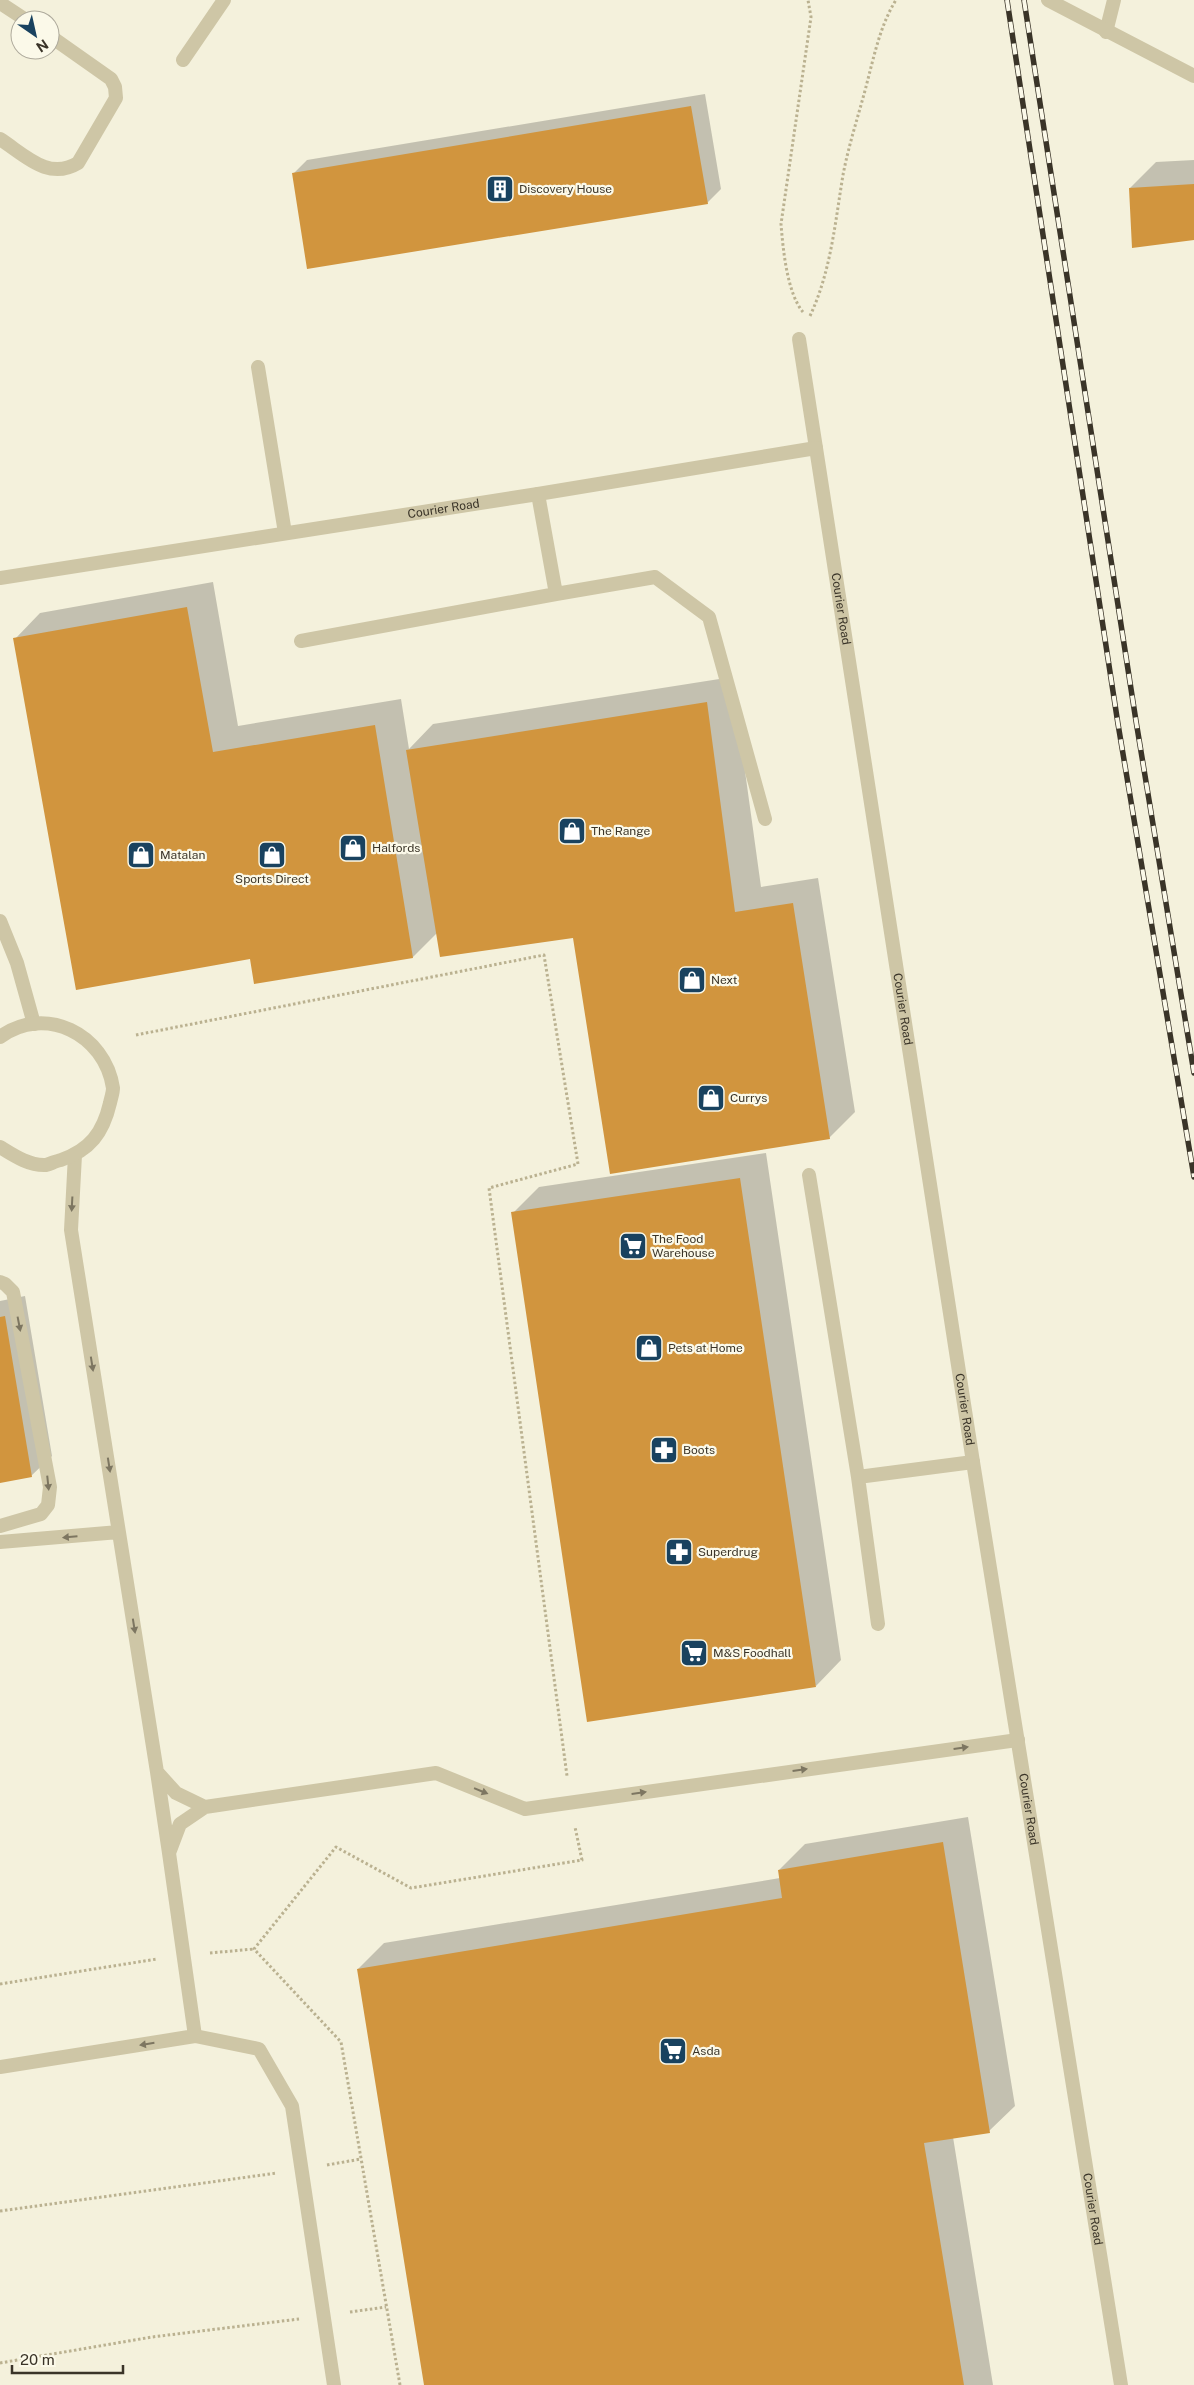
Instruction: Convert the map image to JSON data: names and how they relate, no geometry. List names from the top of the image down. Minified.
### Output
{"streets":{"street":["Courier Road"]},"places":{"building":["Discovery House"],"shop":["The Range","Halfords","Matalan","Sports Direct","Next","Currys","Pets at Home"],"supermarket":["The Food Warehouse","M&S Foodhall","Asda"],"pharmacy":["Boots","Superdrug"]},"scale_bar":"20 m","north":"bottom right"}
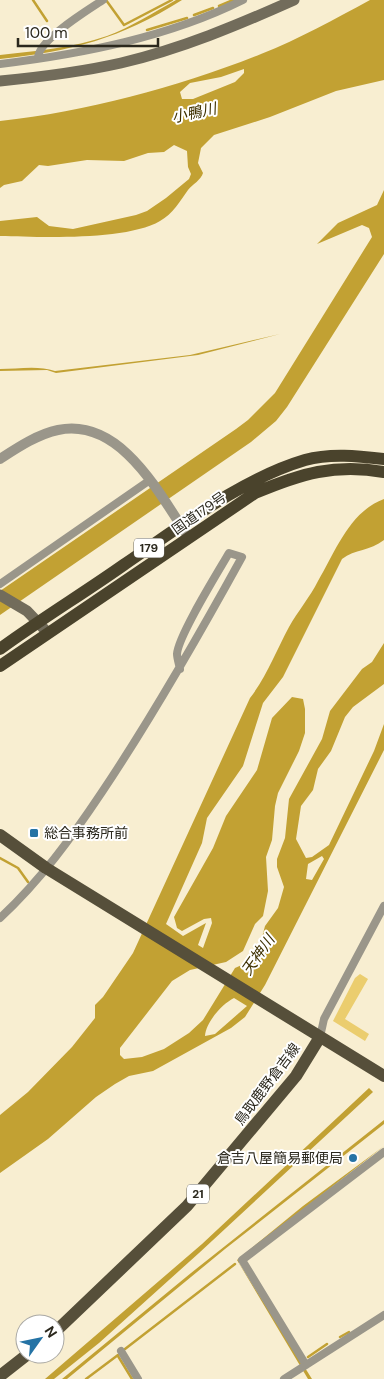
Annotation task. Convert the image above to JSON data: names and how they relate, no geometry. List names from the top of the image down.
{
  "streets": {
    "highway": ["国道179号", "179"],
    "main road": ["鳥取鹿野倉吉線", "21"]
  },
  "water": ["小鴨川", "天神川"],
  "places": {
    "transit": ["総合事務所前"],
    "other": ["倉吉八屋簡易郵便局"]
  },
  "scale_bar": "100 m",
  "north": "top right"
}
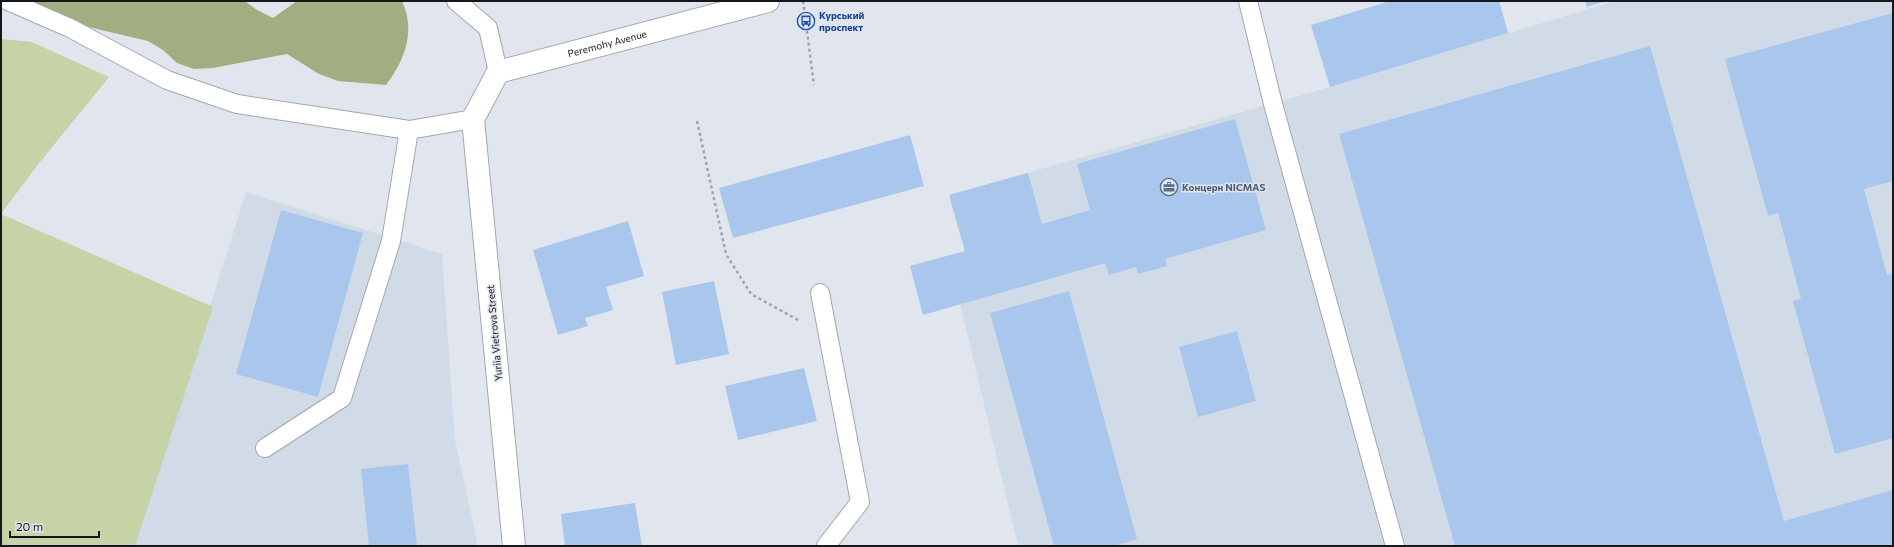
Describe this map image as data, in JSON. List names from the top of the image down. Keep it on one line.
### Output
{"streets":{"street":["Peremohy Avenue","Yuriia Vietrova Street"]},"places":{"bus stop":["Курський проспект"],"office":["Концерн NICMAS"]},"scale_bar":"20 m"}
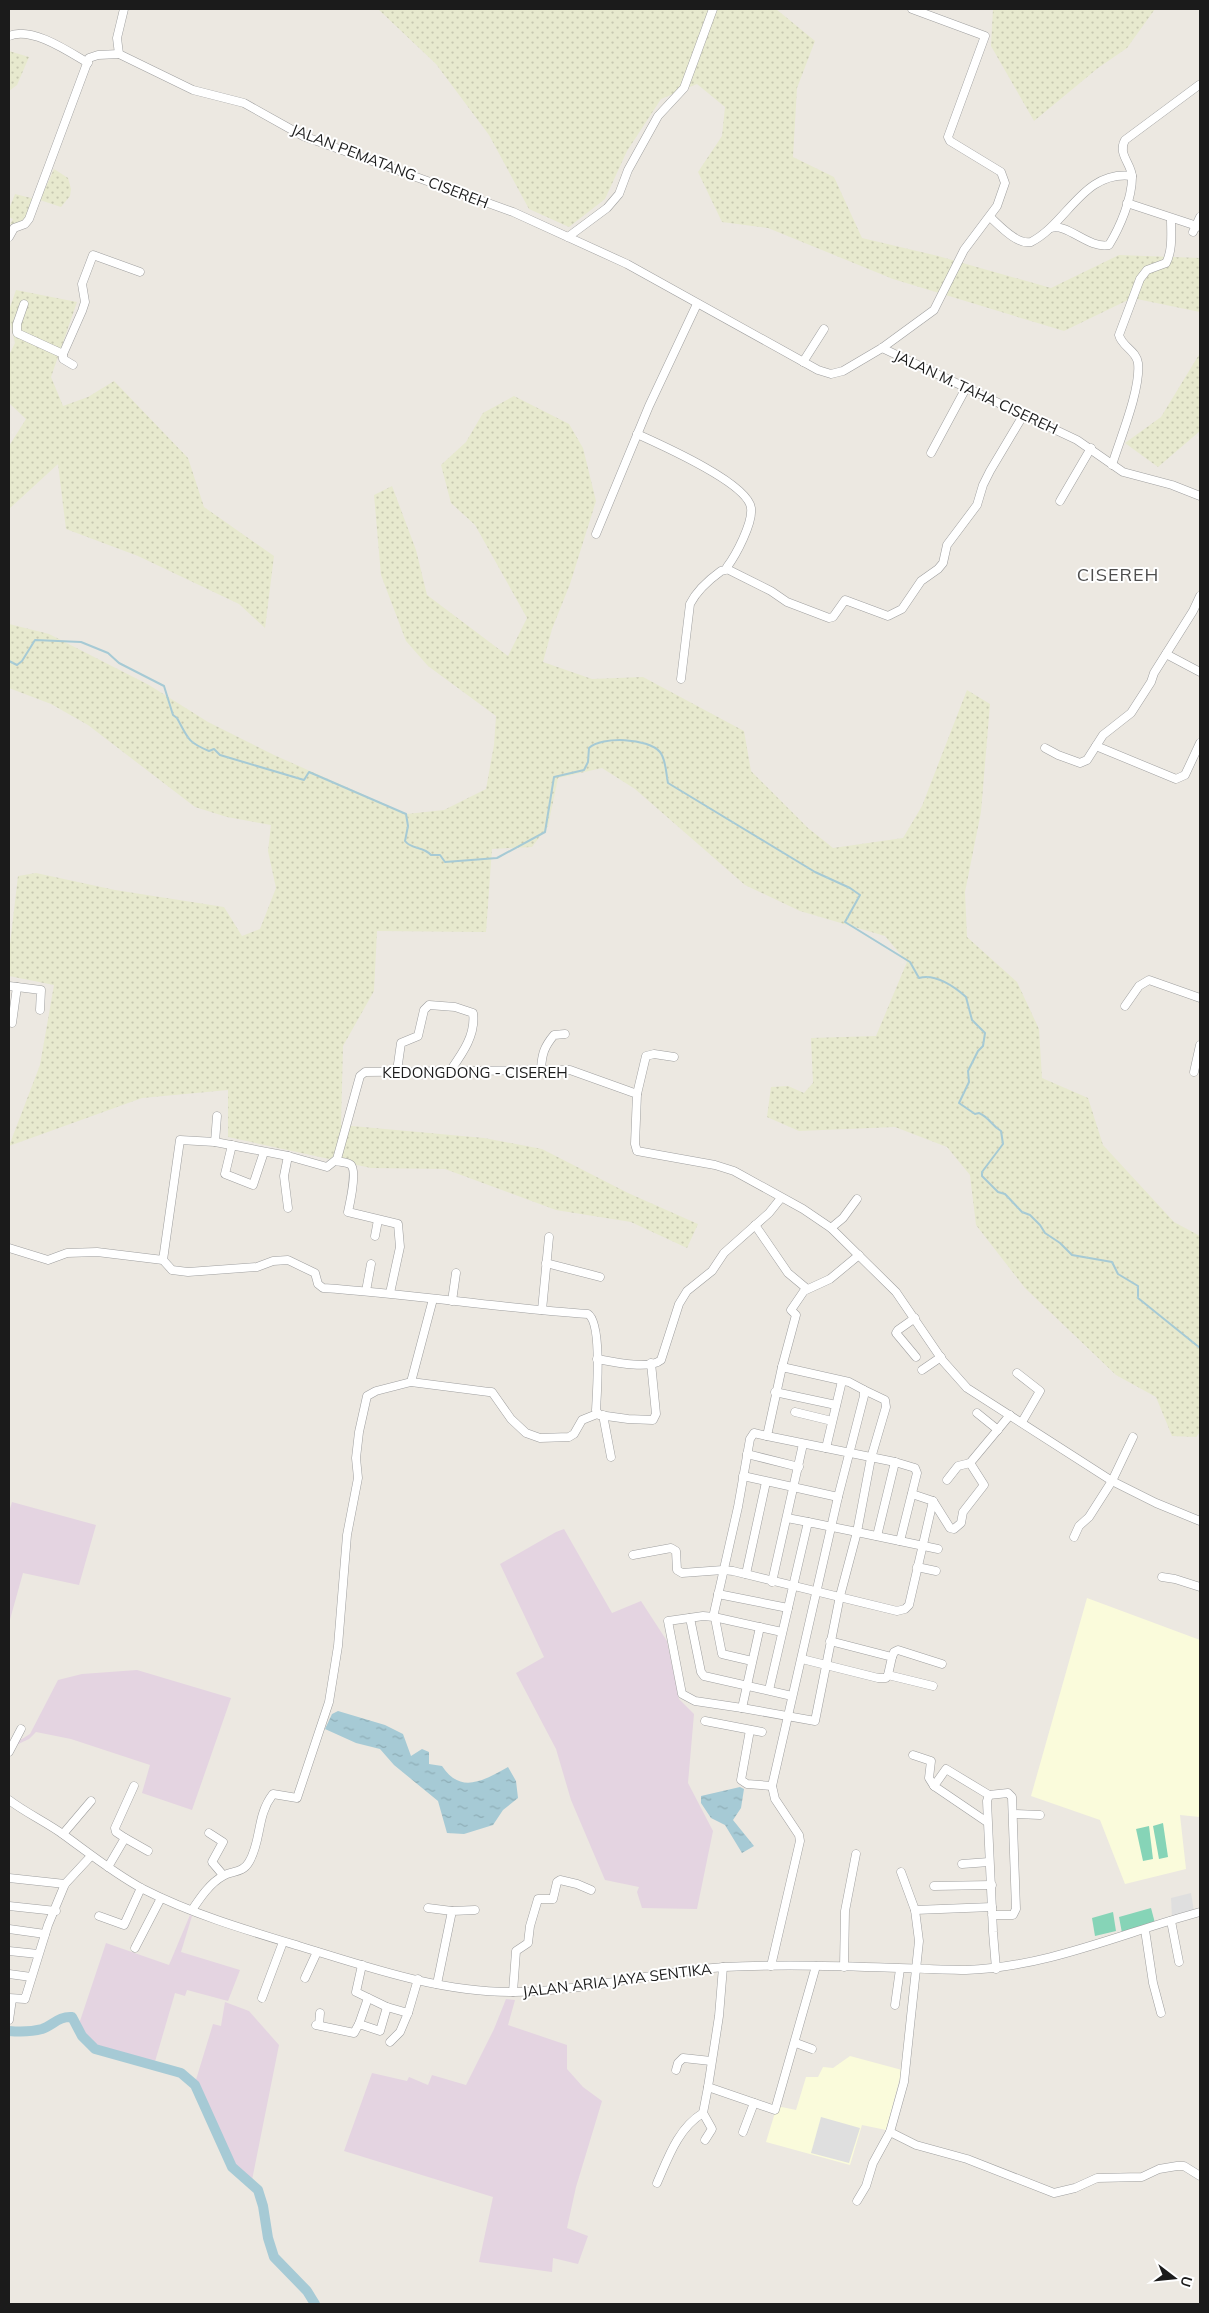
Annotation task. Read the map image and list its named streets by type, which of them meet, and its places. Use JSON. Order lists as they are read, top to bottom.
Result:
{
  "streets": {
    "street": [
      "JALAN PEMATANG - CISEREH",
      "JALAN M. TAHA CISEREH",
      "KEDONGDONG - CISEREH",
      "JALAN ARIA JAYA SENTIKA"
    ]
  },
  "crossings": [
    ["JALAN PEMATANG - CISEREH", "JALAN M. TAHA CISEREH"]
  ],
  "districts": ["CISEREH"],
  "north": "right"
}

• _Task goal_:
Return exactly the lines that appear in the data above between the line containing "Describe this map" and the line containing "Annotation task. Read", both of which are included, and leave the pictures out.

• _Response box_:
Describe this map image as data, in JSON. List names from the top of the image down. Keep it on one line.
### Output
{"streets":{"street":["Peremohy Avenue","Yuriia Vietrova Street"]},"places":{"bus stop":["Курський проспект"],"office":["Концерн NICMAS"]},"scale_bar":"20 m"}
Annotation task. Read the map image and list its named streets by type, which of them meet, and its places. Use JSON. Order lists as they are read, top to bottom.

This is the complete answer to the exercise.